Task material START
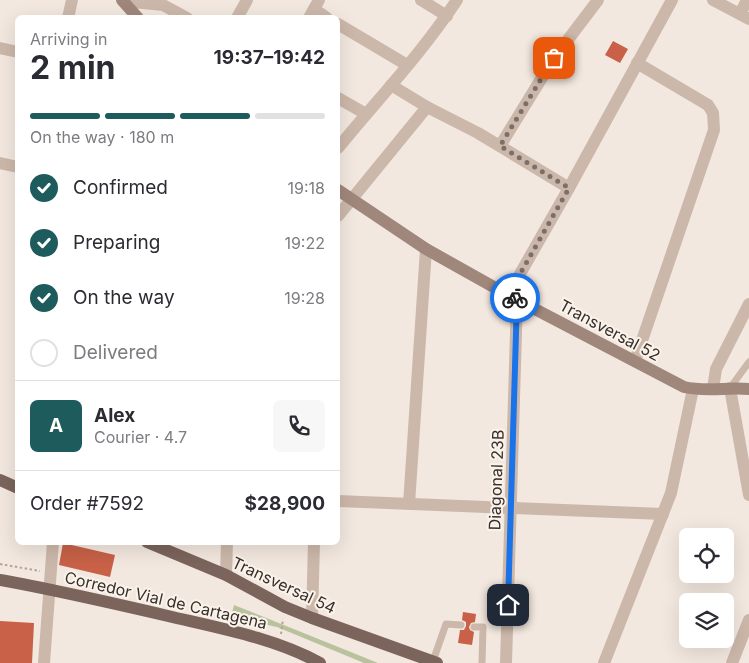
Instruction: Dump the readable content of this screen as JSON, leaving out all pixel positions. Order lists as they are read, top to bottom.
{
  "streets": {
    "main road": ["Transversal 54", "Corredor Vial de Cartagena"],
    "street": ["Transversal 52", "Diagonal 23B"]
  },
  "crossings": [
    ["Transversal 52", "Diagonal 23B"]
  ],
  "page": {
    "heading": ["2 min", "Arriving in", "19:37–19:42"],
    "panel": [
      "Alex",
      "Courier · 4.7",
      "Order #7592",
      "$28,900"
    ],
    "bar": "On the way · 180 m",
    "list": [
      ["Confirmed", "19:18"],
      ["Preparing", "19:22"],
      ["On the way", "19:28"],
      "Delivered"
    ],
    "round": "A"
  }
}
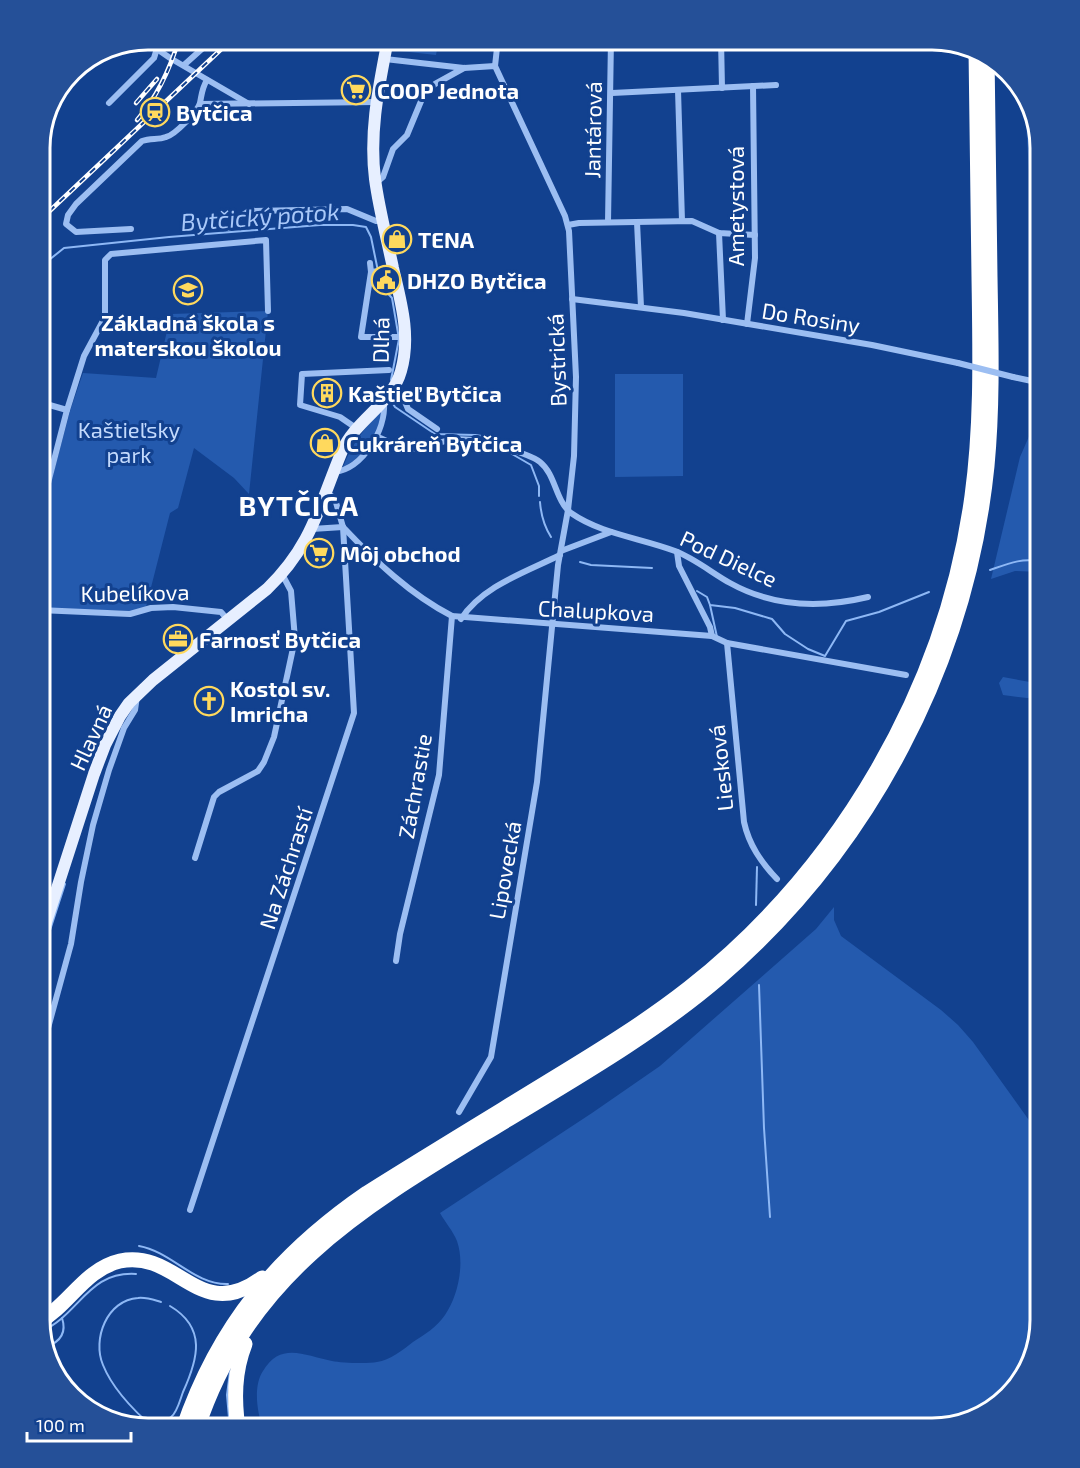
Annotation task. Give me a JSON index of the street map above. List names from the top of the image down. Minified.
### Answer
{"streets":{"main road":["Dlhá","Hlavná"],"street":["Jantárová","Ametystová","Do Rosiny","Bystrická","Pod Dielce","Kubelíkova","Chalupkova","Liesková","Záchrastie","Na Záchrastí","Lipovecká"]},"crossings":[["Ametystová","Do Rosiny"],["Do Rosiny","Bystrická"],["Dlhá","Hlavná"],["Bystrická","Pod Dielce"],["Bystrická","Chalupkova"],["Bystrická","Lipovecká"],["Kubelíkova","Hlavná"],["Chalupkova","Liesková"],["Chalupkova","Záchrastie"],["Chalupkova","Na Záchrastí"],["Chalupkova","Lipovecká"]],"districts":["BYTČICA"],"water":["Bytčický potok"],"parks":["Kaštieľsky park"],"places":{"supermarket":["COOP Jednota","Môj obchod"],"station":["Bytčica"],"shop":["TENA","Cukráreň Bytčica"],"public building":["DHZO Bytčica"],"school or university":["Základná škola s materskou školou"],"building":["Kaštieľ Bytčica"],"office":["Farnosť Bytčica"],"church":["Kostol sv. Imricha"]},"scale_bar":"100 m"}
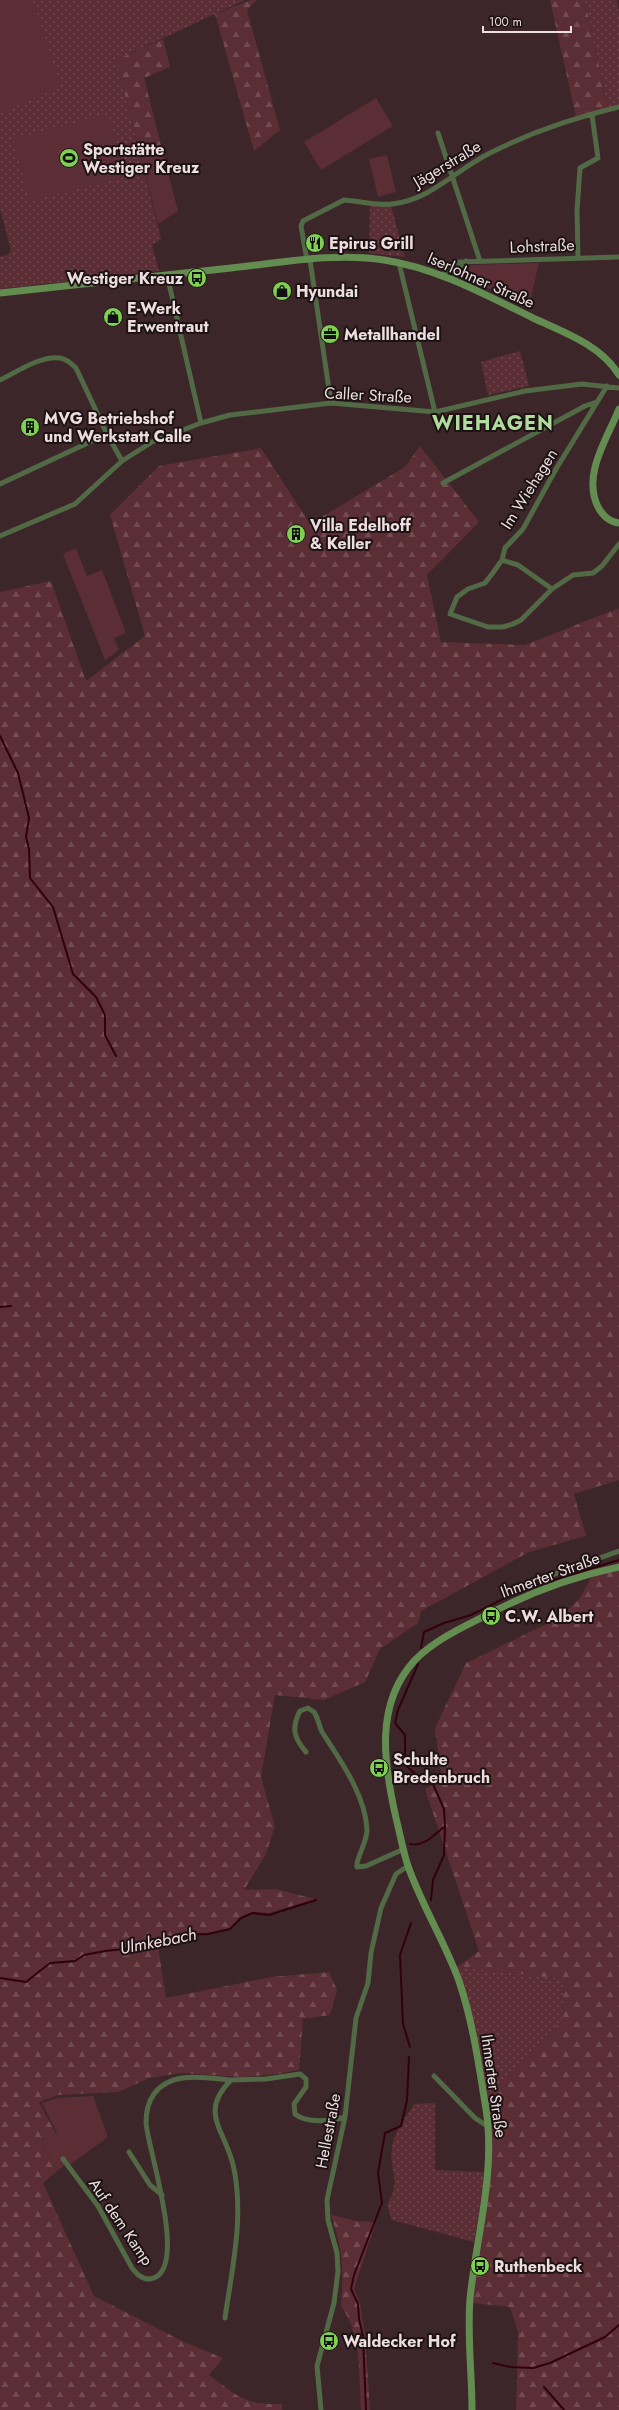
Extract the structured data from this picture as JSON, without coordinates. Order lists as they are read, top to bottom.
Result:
{
  "streets": {
    "main road": ["Iserlohner Straße", "Ihmerter Straße"],
    "street": [
      "Jägerstraße",
      "Lohstraße",
      "Caller Straße",
      "Im Wiehagen",
      "Hellestraße",
      "Auf dem Kamp"
    ]
  },
  "crossings": [
    ["Jägerstraße", "Iserlohner Straße"],
    ["Lohstraße", "Iserlohner Straße"],
    ["Caller Straße", "Im Wiehagen"],
    ["Ihmerter Straße", "Hellestraße"],
    ["Hellestraße", "Auf dem Kamp"]
  ],
  "districts": ["WIEHAGEN"],
  "water": ["Ulmkebach"],
  "places": {
    "sports": ["Sportstätte Westiger Kreuz"],
    "restaurant": ["Epirus Grill"],
    "bus stop": [
      "Westiger Kreuz",
      "C.W. Albert",
      "Schulte Bredenbruch",
      "Ruthenbeck",
      "Waldecker Hof"
    ],
    "shop": ["Hyundai", "E-Werk Erwentraut"],
    "office": ["Metallhandel"],
    "building": ["MVG Betriebshof und Werkstatt Calle", "Villa Edelhoff & Keller"]
  },
  "scale_bar": "100 m"
}
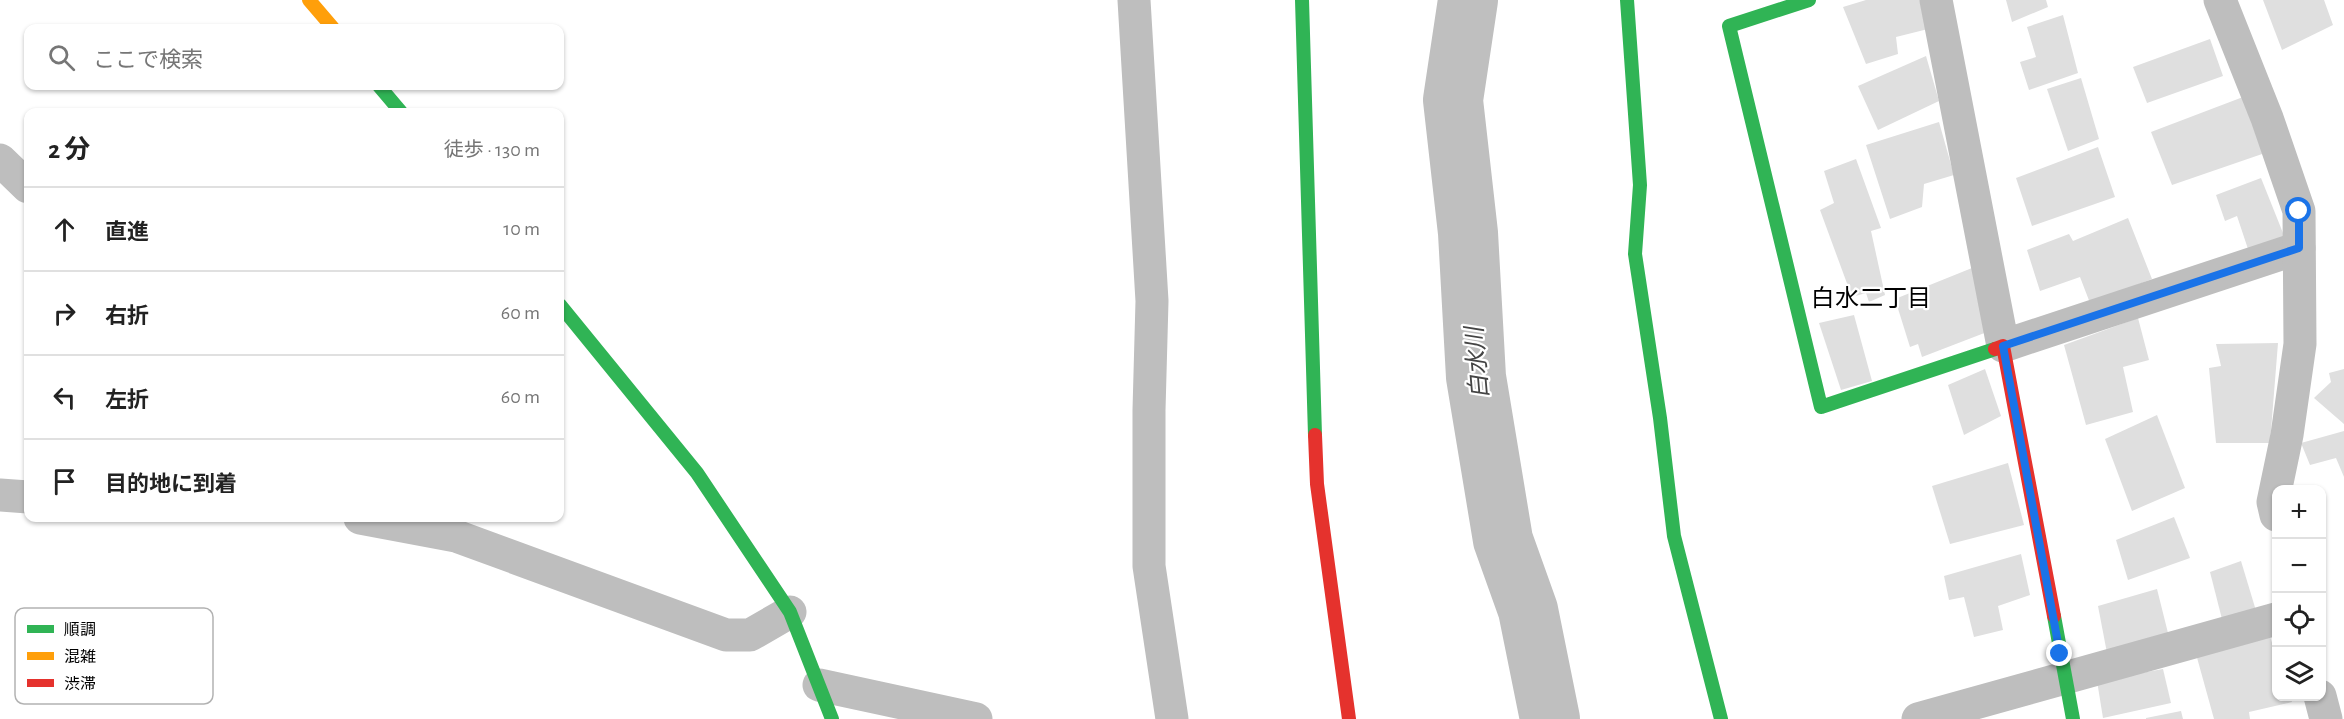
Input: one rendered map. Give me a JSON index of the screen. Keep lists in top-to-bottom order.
{
  "districts": ["白水二丁目"],
  "water": ["白水川"],
  "legend": ["順調", "混雑", "渋滞"],
  "page": {
    "search": "ここで検索",
    "heading": ["2 分", "徒歩 · 130 m"],
    "list": [
      ["直進", "10 m"],
      ["右折", "60 m"],
      ["左折", "60 m"],
      "目的地に到着"
    ],
    "map_buttons": ["+", "−"]
  }
}
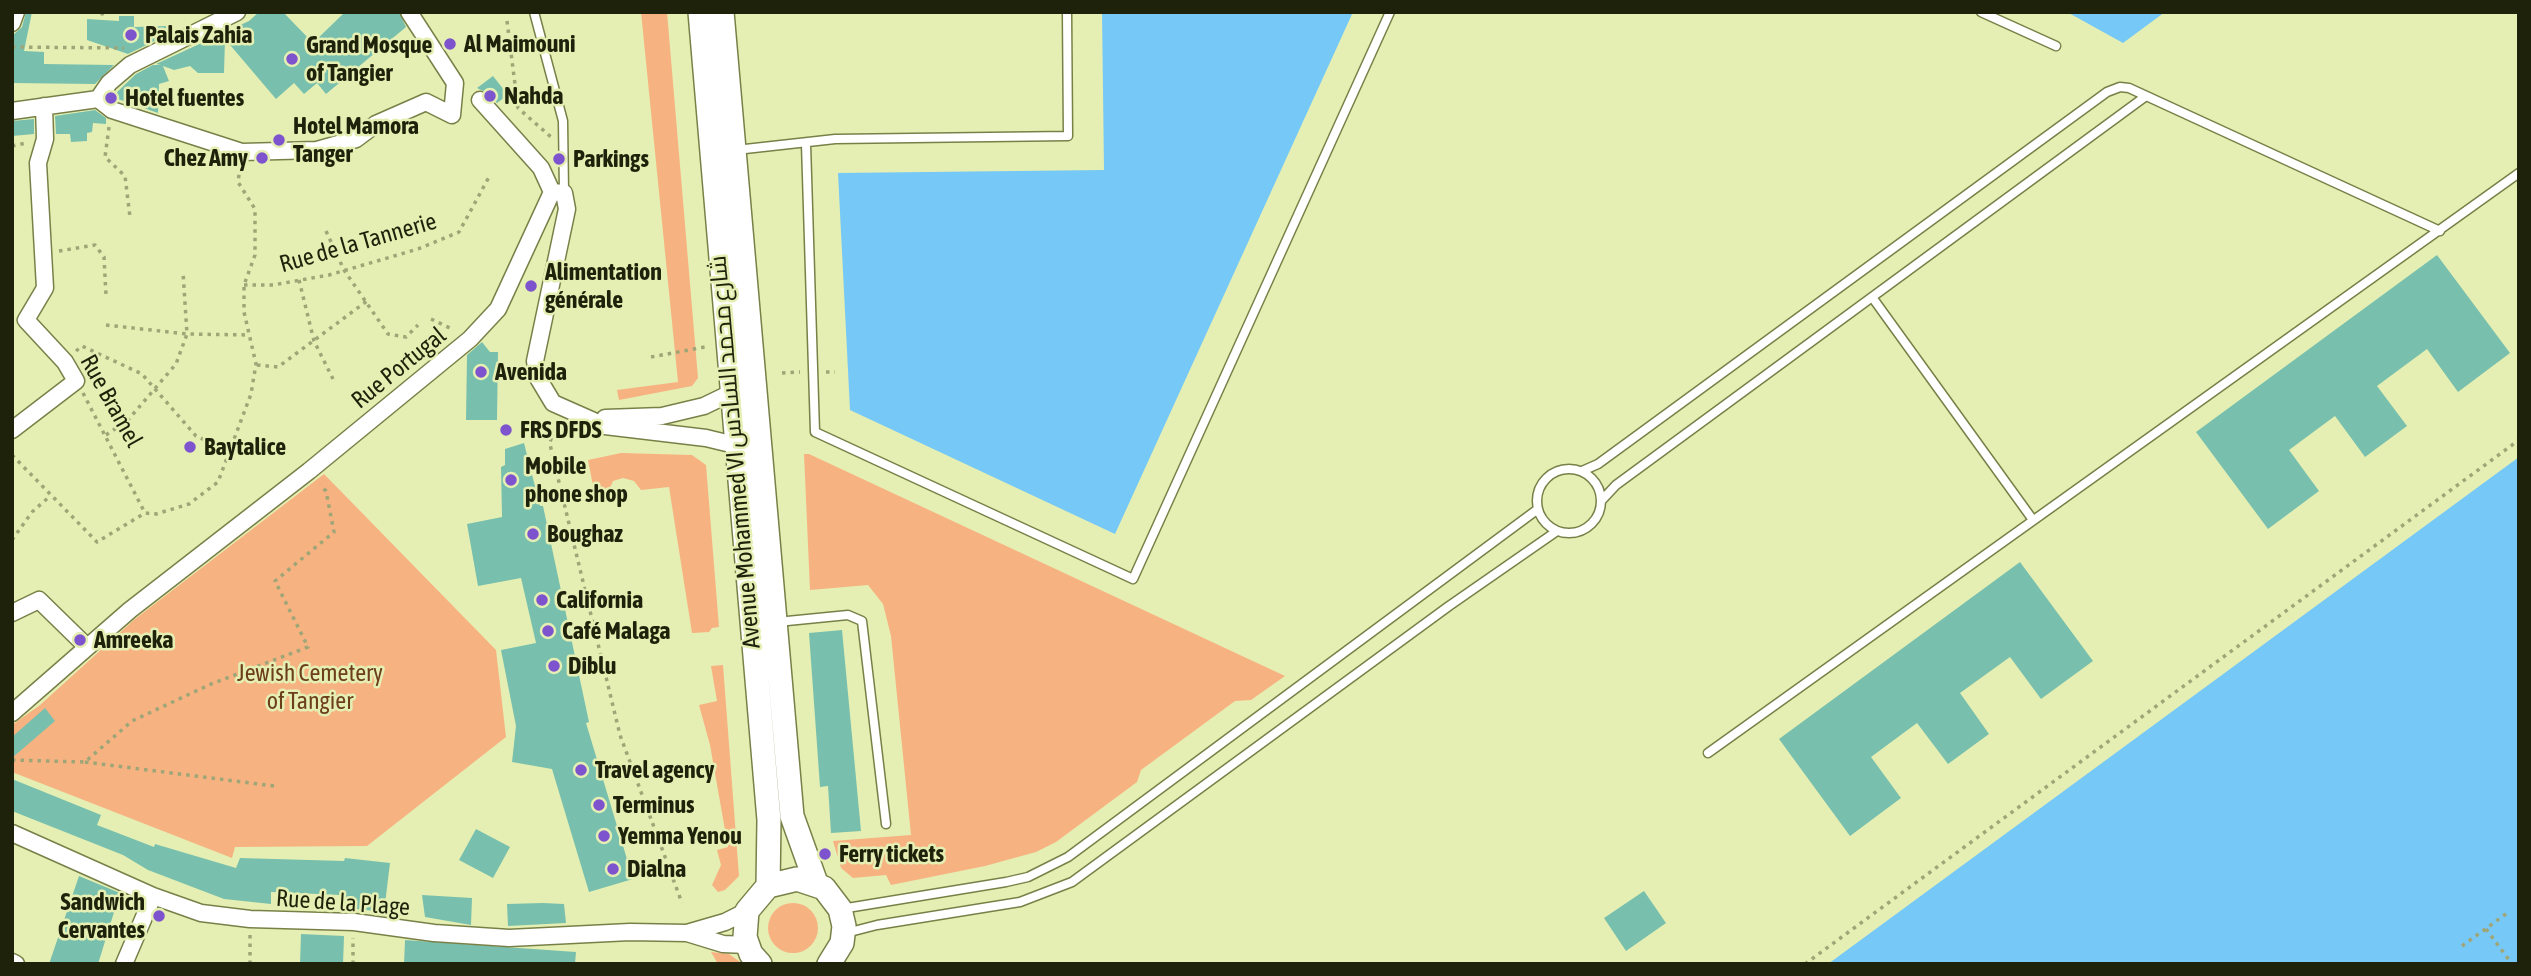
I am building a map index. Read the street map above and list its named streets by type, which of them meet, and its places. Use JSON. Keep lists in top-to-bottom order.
Task material END
Each line of the data that holds "above" should be copied.

Annotation task. Give me a JSON index of the street map above. List names from the top of the image down. Minified.
I am building a map index. Read the street map above and list its named streets by type, which of them meet, and its places. Use JSON. Keep lists in top-to-bottom order.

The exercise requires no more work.